Collected data entries:

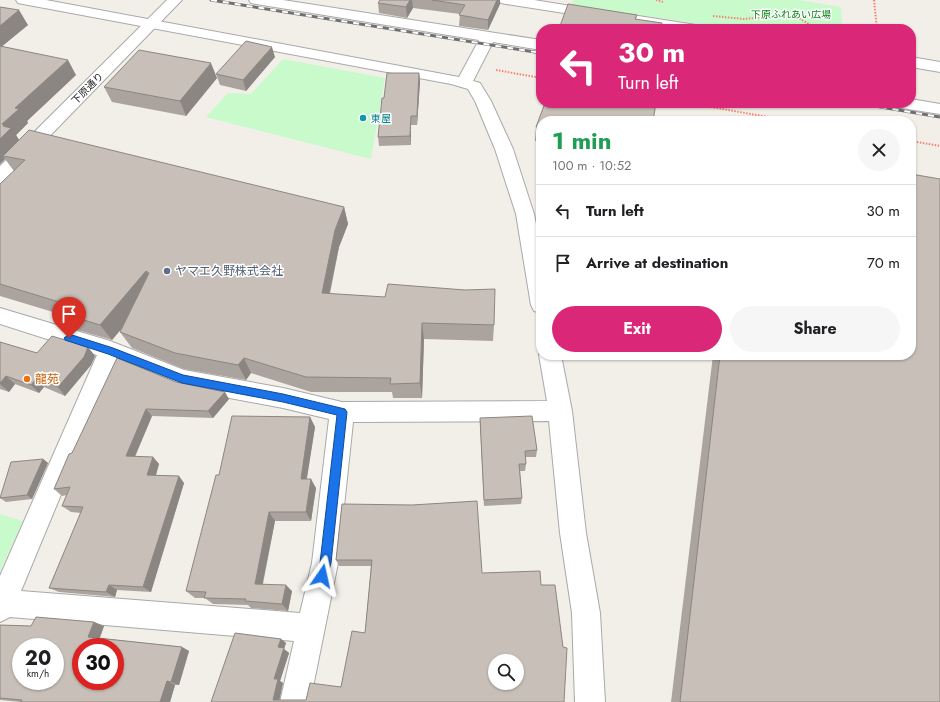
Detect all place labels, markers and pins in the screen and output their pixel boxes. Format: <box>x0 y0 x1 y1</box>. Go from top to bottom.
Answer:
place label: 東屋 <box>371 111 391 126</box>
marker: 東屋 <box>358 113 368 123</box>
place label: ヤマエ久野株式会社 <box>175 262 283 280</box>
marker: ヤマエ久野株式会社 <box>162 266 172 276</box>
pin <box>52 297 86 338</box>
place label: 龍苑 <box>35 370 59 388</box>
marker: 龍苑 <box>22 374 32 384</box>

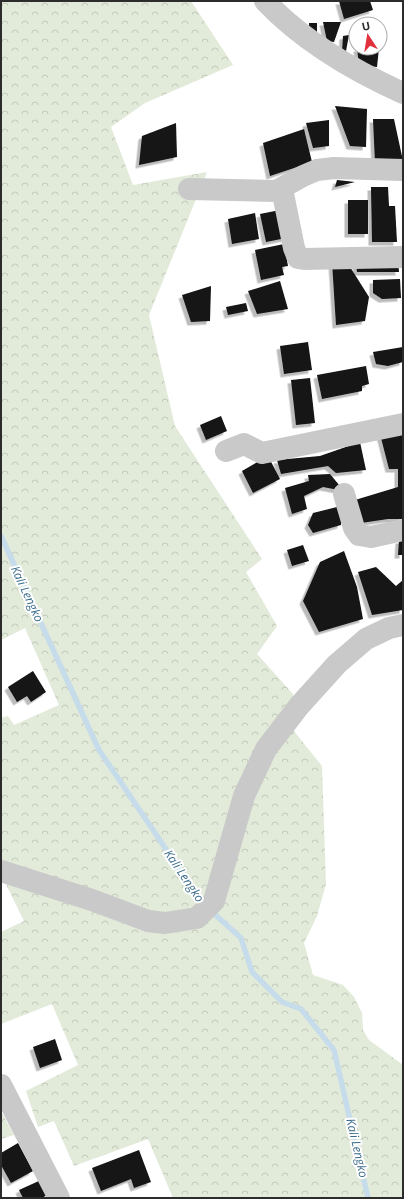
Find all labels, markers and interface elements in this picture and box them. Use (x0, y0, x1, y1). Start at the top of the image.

WORK REQUEST: Give back every record above word for word, dropping pictures.

PROBLEM SOLUTION:
Detect all place labels, markers and pins in the screen and output their pixel boxes. Format: <box>x0 y0 x1 y1</box>. Go from top to bottom.
Answer:
place label: 東屋 <box>371 111 391 126</box>
marker: 東屋 <box>358 113 368 123</box>
place label: ヤマエ久野株式会社 <box>175 262 283 280</box>
marker: ヤマエ久野株式会社 <box>162 266 172 276</box>
pin <box>52 297 86 338</box>
place label: 龍苑 <box>35 370 59 388</box>
marker: 龍苑 <box>22 374 32 384</box>

Find all labels, markers and interface elements in this picture and box them. Use (x0, y0, x1, y1). Start at the top of the image.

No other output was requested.